What you will do — Your answer must be every line of the data that contains "Order".

(Exercise data Opens)

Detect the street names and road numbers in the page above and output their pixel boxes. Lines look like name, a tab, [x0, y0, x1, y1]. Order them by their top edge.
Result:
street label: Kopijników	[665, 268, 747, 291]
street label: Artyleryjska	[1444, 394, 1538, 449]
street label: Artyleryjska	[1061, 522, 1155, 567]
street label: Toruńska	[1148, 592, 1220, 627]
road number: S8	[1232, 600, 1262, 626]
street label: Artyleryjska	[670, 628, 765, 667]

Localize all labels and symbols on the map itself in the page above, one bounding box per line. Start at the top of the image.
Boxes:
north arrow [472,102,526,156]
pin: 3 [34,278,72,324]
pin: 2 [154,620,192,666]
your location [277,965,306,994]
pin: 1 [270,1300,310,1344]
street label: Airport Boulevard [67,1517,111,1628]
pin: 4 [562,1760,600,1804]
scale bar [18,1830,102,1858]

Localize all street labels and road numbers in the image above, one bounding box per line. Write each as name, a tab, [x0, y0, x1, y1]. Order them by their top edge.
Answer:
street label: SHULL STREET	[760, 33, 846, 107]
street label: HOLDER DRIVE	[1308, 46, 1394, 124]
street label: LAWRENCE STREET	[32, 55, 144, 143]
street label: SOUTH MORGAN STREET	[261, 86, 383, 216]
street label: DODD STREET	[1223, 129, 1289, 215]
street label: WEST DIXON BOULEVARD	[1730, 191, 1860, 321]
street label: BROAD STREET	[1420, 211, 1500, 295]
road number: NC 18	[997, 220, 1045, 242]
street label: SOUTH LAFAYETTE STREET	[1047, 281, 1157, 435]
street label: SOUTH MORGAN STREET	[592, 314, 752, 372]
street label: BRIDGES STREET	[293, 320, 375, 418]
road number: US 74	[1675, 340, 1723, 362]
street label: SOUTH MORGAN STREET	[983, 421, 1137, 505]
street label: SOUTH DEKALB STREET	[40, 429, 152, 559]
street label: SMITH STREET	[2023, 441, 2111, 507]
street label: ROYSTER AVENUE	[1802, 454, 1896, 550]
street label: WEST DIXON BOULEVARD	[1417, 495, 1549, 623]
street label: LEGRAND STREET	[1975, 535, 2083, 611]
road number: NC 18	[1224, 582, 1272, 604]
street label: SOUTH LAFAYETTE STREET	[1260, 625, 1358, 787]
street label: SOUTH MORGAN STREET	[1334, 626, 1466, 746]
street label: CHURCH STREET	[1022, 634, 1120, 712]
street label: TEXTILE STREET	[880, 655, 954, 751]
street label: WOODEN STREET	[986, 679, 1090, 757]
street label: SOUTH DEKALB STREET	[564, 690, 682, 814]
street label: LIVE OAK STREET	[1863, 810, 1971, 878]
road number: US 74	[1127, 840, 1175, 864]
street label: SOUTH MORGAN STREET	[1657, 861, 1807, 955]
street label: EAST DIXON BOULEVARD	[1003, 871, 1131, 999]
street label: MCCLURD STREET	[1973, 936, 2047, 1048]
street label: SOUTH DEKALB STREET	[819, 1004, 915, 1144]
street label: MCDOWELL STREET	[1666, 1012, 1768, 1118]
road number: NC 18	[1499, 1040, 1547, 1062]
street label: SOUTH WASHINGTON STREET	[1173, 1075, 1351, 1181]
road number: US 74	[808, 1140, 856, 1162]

(Exercise data Closes)

Your solution —
Detect the street names and road numbers in the page above and output their pixel boxes. Lines look like name, a tab, [x0, y0, x1, y1]. Order them by their top edge.
Localize all street labels and road numbers in the image above, one bounding box per line. Write each as name, a tab, [x0, y0, x1, y1]. Order them by their top edge.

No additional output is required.